-- Source data follows --
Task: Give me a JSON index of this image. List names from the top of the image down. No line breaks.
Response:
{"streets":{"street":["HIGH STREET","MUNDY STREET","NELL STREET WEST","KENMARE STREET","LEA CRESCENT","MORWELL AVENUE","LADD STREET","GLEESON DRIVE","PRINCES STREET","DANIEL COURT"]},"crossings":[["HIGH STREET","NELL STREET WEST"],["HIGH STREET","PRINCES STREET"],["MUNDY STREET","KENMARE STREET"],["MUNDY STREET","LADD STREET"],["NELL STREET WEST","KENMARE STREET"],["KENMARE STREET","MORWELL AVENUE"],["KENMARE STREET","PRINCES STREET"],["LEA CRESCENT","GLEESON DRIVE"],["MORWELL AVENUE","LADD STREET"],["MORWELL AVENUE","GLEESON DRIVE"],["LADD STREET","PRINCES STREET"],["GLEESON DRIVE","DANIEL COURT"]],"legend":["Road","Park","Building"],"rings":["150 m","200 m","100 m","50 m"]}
-- Source data concluded --
§ **Work instruction**
Set down the material above again, word for word.

§ **Exercise answer**
Task: Give me a JSON index of this image. List names from the top of the image down. No line breaks.
Response:
{"streets":{"street":["HIGH STREET","MUNDY STREET","NELL STREET WEST","KENMARE STREET","LEA CRESCENT","MORWELL AVENUE","LADD STREET","GLEESON DRIVE","PRINCES STREET","DANIEL COURT"]},"crossings":[["HIGH STREET","NELL STREET WEST"],["HIGH STREET","PRINCES STREET"],["MUNDY STREET","KENMARE STREET"],["MUNDY STREET","LADD STREET"],["NELL STREET WEST","KENMARE STREET"],["KENMARE STREET","MORWELL AVENUE"],["KENMARE STREET","PRINCES STREET"],["LEA CRESCENT","GLEESON DRIVE"],["MORWELL AVENUE","LADD STREET"],["MORWELL AVENUE","GLEESON DRIVE"],["LADD STREET","PRINCES STREET"],["GLEESON DRIVE","DANIEL COURT"]],"legend":["Road","Park","Building"],"rings":["150 m","200 m","100 m","50 m"]}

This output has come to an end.